Please filter the entries and return only the lines that include "lineCap".

DATASET RECORDS:
- Opening Delimiter -

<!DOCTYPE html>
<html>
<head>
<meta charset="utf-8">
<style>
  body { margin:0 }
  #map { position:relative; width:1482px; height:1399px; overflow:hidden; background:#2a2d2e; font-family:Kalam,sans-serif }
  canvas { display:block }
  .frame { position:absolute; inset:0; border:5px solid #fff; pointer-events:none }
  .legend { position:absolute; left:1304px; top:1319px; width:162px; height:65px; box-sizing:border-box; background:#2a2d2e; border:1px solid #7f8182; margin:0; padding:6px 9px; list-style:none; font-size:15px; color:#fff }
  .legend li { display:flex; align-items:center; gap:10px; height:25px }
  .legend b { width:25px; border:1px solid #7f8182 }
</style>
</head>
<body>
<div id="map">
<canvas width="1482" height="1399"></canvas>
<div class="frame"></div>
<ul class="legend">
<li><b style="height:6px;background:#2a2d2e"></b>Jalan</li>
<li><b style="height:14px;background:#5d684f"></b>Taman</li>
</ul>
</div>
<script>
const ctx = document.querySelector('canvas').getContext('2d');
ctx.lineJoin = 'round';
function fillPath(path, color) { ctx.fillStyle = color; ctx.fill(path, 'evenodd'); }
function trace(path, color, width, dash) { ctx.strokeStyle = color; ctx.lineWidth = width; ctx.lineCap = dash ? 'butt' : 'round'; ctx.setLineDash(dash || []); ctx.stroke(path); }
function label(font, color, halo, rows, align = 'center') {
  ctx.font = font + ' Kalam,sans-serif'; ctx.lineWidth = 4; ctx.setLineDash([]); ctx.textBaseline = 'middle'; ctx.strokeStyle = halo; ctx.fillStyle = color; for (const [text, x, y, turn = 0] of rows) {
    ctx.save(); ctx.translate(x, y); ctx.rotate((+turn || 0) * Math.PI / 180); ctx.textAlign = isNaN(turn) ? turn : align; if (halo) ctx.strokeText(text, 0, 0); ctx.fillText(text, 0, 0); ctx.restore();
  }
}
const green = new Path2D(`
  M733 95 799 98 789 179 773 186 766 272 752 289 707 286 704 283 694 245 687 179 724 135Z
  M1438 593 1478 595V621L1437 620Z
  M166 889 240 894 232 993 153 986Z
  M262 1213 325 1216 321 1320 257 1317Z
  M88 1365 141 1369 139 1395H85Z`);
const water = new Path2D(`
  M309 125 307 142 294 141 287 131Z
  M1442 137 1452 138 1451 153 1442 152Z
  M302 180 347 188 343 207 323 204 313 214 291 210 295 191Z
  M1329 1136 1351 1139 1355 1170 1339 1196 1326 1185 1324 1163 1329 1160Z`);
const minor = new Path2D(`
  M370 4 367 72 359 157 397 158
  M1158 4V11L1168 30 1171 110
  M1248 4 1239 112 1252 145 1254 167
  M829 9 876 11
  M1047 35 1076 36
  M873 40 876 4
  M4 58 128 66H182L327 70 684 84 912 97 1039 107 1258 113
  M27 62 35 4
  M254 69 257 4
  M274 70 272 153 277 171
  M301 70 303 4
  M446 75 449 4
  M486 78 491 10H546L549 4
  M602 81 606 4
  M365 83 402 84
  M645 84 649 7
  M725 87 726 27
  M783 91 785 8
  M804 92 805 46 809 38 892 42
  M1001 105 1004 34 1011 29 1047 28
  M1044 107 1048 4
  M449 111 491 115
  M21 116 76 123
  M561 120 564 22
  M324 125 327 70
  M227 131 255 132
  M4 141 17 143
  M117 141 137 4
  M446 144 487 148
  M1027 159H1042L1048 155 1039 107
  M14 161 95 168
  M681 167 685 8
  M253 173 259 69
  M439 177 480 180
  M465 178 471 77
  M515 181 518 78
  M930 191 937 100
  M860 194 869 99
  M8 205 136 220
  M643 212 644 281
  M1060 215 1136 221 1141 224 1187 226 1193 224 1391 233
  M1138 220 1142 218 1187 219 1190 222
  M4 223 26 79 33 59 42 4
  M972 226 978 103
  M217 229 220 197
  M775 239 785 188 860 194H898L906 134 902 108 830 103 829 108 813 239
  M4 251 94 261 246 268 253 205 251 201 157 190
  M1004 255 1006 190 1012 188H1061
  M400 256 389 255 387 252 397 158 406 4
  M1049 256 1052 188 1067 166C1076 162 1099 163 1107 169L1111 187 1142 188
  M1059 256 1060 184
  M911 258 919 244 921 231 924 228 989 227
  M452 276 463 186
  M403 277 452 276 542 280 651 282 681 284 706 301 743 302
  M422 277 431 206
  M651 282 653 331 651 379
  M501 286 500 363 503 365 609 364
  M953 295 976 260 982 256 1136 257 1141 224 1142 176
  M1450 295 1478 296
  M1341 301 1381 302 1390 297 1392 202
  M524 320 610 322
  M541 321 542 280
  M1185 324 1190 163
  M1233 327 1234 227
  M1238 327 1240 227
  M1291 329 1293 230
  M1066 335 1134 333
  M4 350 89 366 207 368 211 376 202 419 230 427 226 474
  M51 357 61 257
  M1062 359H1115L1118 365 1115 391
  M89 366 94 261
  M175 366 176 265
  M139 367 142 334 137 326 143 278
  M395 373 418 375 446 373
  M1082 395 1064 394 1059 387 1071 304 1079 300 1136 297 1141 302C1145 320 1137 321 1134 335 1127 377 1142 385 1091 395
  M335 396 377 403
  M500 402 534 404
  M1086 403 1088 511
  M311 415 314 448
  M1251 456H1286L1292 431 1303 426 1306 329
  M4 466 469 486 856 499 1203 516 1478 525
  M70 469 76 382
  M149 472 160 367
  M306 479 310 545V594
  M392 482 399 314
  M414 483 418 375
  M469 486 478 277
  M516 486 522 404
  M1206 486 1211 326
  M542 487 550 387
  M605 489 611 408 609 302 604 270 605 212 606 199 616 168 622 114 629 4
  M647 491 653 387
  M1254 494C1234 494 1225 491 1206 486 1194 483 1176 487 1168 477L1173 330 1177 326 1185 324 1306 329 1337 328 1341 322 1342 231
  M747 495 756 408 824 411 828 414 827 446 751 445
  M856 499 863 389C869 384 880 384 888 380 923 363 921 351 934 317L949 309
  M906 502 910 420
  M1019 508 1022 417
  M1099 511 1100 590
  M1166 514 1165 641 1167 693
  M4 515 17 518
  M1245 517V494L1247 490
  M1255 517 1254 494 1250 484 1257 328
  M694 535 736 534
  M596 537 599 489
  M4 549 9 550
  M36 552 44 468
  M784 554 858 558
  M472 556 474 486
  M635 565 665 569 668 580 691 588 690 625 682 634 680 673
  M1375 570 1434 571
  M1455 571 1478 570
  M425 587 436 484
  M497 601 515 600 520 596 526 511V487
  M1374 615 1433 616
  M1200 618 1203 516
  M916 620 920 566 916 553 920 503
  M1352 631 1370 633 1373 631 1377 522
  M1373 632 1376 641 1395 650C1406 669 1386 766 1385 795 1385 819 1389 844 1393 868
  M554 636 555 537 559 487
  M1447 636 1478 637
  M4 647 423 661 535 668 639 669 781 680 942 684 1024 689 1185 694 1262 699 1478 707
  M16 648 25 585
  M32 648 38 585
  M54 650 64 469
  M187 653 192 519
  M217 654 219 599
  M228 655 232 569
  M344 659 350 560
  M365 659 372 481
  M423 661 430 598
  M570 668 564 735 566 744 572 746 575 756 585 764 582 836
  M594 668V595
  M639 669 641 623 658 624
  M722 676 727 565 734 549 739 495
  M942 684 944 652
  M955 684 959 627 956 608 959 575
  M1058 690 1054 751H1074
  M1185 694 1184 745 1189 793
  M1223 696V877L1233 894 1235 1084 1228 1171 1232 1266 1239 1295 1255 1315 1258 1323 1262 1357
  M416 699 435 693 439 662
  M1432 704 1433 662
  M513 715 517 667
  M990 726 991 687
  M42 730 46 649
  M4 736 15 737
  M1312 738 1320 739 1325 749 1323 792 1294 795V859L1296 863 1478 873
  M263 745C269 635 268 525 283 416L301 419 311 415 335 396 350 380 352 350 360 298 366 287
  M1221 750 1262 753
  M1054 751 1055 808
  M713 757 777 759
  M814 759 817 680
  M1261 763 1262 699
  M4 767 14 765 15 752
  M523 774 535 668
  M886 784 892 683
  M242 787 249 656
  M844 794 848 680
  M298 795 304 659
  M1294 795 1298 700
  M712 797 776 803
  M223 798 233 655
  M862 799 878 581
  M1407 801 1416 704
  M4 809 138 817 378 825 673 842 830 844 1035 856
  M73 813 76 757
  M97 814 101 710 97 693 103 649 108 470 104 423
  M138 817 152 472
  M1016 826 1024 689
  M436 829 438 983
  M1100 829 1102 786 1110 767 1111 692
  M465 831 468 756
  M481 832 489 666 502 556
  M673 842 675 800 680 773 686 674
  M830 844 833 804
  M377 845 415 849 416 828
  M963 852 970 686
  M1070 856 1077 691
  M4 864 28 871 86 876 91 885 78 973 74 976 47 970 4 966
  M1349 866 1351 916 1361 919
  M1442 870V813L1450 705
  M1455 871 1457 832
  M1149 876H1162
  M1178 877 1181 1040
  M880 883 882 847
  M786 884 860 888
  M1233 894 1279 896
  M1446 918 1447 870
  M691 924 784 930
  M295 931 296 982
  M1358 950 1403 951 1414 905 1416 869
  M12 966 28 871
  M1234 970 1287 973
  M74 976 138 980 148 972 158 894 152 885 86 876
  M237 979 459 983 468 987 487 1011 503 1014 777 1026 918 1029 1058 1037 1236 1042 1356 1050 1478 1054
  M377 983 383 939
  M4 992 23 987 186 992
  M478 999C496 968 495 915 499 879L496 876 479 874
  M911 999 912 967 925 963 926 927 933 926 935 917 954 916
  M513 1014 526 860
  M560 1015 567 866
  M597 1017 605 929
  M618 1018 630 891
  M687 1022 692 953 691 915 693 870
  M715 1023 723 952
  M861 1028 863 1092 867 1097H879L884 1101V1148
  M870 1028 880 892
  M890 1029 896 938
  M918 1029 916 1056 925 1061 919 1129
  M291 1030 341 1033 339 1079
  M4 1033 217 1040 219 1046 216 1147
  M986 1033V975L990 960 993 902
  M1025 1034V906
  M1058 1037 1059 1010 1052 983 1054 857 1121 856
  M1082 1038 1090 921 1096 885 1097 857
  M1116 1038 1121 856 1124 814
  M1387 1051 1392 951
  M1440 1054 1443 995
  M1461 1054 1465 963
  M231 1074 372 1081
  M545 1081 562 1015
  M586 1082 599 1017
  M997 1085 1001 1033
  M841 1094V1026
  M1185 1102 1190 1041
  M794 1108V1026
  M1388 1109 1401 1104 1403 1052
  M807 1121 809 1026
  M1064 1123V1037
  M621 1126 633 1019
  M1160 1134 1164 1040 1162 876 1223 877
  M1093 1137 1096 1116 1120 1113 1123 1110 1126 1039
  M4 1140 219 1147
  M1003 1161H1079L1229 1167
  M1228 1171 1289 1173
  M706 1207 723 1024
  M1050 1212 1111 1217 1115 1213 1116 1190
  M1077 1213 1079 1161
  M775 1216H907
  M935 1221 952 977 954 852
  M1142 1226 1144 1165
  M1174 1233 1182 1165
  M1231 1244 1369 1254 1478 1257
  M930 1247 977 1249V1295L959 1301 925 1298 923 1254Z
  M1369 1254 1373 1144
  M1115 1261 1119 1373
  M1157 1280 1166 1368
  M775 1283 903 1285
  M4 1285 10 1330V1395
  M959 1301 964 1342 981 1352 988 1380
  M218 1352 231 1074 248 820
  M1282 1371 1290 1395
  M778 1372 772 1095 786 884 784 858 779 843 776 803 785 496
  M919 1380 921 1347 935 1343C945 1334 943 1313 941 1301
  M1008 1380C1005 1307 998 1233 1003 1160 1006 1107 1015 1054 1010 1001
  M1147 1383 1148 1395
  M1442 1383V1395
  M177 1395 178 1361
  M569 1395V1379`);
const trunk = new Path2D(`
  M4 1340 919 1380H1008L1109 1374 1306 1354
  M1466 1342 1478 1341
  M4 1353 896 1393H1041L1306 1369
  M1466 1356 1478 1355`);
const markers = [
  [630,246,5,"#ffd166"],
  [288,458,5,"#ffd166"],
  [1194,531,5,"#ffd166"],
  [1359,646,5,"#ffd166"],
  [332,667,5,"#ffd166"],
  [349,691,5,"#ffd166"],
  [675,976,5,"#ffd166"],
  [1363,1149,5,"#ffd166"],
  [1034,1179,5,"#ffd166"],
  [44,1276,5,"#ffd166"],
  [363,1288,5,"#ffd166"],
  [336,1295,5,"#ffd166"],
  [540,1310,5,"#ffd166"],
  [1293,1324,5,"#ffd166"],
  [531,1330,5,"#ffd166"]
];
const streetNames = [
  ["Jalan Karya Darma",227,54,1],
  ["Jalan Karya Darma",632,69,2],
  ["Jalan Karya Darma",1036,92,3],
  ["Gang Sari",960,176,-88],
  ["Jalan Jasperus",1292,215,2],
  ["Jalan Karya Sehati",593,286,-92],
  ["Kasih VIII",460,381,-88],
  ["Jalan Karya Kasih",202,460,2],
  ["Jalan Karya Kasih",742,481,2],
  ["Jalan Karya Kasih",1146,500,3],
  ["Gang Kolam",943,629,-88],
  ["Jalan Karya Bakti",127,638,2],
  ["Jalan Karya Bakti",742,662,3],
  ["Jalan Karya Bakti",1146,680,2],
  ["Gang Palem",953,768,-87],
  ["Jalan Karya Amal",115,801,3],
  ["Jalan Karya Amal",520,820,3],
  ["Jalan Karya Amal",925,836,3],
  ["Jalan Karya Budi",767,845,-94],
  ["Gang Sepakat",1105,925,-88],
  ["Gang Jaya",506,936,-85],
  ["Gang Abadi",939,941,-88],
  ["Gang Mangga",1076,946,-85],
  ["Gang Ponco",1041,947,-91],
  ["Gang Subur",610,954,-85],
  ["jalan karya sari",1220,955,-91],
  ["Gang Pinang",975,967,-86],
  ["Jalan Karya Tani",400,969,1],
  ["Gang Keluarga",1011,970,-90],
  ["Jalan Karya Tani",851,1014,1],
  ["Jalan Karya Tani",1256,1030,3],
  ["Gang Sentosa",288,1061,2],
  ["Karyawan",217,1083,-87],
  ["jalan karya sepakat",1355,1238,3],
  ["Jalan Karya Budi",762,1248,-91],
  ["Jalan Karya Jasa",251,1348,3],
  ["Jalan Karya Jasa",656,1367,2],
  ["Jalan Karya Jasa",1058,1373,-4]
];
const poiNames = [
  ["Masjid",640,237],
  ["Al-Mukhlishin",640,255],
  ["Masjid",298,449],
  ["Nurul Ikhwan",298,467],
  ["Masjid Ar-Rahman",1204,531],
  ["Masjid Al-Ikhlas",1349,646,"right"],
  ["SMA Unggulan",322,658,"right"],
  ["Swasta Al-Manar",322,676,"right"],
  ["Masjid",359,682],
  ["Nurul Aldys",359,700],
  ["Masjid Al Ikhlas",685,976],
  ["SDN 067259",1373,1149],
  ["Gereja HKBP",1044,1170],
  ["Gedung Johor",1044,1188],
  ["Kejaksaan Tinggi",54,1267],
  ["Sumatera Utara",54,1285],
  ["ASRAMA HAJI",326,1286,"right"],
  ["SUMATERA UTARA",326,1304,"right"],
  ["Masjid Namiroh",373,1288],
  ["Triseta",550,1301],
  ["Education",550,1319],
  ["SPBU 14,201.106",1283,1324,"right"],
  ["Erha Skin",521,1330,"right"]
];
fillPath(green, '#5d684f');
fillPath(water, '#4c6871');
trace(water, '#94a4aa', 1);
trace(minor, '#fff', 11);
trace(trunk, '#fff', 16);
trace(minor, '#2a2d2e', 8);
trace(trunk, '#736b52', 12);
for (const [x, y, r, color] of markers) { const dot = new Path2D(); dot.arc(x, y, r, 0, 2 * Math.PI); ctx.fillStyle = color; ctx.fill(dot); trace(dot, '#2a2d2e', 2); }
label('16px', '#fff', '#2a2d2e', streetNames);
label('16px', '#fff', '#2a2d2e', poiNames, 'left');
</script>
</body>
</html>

- Closing Delimiter -
- Opening Delimiter -

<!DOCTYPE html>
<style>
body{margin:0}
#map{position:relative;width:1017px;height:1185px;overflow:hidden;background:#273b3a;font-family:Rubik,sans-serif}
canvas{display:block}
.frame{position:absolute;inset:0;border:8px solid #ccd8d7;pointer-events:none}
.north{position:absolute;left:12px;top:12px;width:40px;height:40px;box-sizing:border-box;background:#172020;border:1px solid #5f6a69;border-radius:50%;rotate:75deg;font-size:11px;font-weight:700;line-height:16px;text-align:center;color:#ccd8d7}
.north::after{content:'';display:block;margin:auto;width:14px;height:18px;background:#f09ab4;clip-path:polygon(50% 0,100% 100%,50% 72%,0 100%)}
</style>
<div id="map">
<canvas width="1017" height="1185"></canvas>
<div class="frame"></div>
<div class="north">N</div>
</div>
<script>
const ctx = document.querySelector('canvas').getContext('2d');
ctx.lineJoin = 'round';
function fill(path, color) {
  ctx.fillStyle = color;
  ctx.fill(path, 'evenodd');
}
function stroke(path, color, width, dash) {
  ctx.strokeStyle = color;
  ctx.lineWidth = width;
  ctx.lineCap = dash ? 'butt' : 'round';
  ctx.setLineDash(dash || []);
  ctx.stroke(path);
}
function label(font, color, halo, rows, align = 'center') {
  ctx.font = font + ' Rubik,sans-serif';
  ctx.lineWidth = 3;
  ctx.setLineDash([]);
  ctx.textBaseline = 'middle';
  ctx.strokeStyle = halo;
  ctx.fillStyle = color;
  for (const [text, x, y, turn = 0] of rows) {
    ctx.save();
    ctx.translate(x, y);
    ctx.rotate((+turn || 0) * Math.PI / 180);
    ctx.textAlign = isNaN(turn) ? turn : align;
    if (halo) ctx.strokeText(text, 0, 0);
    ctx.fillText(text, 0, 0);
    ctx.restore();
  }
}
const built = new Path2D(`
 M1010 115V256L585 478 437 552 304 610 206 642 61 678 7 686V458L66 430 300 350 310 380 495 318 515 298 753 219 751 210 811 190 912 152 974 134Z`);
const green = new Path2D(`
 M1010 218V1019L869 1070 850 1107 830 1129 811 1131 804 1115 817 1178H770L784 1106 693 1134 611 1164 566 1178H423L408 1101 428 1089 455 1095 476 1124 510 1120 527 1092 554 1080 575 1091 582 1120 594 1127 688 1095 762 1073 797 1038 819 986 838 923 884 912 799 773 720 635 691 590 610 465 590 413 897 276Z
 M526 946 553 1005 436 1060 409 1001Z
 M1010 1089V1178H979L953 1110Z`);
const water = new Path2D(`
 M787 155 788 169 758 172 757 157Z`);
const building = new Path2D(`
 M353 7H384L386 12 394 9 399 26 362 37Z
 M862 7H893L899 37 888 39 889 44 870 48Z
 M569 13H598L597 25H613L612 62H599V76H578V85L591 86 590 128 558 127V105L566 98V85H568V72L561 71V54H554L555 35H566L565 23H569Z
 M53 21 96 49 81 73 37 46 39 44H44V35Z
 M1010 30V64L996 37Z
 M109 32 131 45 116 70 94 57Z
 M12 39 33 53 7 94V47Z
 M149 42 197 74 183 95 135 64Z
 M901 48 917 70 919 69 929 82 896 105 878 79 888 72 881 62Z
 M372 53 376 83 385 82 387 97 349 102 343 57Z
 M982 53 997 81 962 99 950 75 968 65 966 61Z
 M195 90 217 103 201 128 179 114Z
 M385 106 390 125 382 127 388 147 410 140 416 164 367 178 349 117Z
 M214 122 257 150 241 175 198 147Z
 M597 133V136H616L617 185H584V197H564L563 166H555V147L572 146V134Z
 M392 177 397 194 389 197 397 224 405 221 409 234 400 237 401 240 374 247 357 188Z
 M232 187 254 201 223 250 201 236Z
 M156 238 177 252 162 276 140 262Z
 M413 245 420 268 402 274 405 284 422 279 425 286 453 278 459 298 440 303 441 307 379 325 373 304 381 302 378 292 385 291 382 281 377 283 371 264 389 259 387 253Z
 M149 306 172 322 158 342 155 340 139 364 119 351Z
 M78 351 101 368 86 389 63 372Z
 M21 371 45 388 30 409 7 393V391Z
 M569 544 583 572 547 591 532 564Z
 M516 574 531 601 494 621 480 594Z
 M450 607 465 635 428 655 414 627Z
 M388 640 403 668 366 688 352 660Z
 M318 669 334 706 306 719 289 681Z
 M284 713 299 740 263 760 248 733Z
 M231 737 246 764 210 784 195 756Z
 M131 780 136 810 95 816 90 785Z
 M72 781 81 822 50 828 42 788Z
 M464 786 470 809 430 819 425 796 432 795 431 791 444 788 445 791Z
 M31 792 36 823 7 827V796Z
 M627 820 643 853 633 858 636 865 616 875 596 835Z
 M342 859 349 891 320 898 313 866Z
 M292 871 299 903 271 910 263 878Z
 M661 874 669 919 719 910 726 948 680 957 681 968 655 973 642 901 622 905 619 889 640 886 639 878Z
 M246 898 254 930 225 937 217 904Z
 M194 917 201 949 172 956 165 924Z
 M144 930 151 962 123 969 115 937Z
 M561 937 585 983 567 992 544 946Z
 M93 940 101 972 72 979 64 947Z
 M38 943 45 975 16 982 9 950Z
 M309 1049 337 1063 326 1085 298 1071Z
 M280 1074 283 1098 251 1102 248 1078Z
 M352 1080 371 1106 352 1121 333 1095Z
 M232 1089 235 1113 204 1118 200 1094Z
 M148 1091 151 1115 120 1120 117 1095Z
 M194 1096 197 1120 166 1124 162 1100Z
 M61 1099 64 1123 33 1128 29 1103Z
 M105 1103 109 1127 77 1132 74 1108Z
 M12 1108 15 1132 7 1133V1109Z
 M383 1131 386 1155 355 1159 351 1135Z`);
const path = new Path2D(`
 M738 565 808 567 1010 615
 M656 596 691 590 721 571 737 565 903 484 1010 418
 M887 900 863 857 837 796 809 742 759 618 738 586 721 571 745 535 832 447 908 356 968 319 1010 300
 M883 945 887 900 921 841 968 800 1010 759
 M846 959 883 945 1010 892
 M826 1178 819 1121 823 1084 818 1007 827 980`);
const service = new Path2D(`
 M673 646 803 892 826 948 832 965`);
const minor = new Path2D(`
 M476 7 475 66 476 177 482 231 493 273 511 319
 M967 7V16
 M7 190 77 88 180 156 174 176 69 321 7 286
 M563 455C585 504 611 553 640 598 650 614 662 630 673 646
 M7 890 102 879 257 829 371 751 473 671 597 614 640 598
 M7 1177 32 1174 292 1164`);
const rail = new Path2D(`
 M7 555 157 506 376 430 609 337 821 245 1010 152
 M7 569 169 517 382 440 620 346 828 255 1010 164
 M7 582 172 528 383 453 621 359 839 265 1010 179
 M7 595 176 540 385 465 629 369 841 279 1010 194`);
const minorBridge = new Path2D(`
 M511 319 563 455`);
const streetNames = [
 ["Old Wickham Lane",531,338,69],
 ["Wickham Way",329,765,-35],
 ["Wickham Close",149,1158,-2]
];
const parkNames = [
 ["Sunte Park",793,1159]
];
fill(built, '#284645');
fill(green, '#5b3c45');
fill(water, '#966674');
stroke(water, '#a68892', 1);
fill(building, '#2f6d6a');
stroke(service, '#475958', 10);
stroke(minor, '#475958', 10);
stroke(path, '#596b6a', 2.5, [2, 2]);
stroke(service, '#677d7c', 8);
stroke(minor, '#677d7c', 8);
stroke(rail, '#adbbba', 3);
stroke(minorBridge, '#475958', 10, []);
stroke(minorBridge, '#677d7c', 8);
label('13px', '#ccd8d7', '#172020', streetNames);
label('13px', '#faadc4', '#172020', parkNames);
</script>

- Closing Delimiter -

TASK RESULT:
function trace(path, color, width, dash) { ctx.strokeStyle = color; ctx.lineWidth = width; ctx.lineCap = dash ? 'butt' : 'round'; ctx.setLineDash(dash || []); ctx.stroke(path); }
  ctx.lineCap = dash ? 'butt' : 'round';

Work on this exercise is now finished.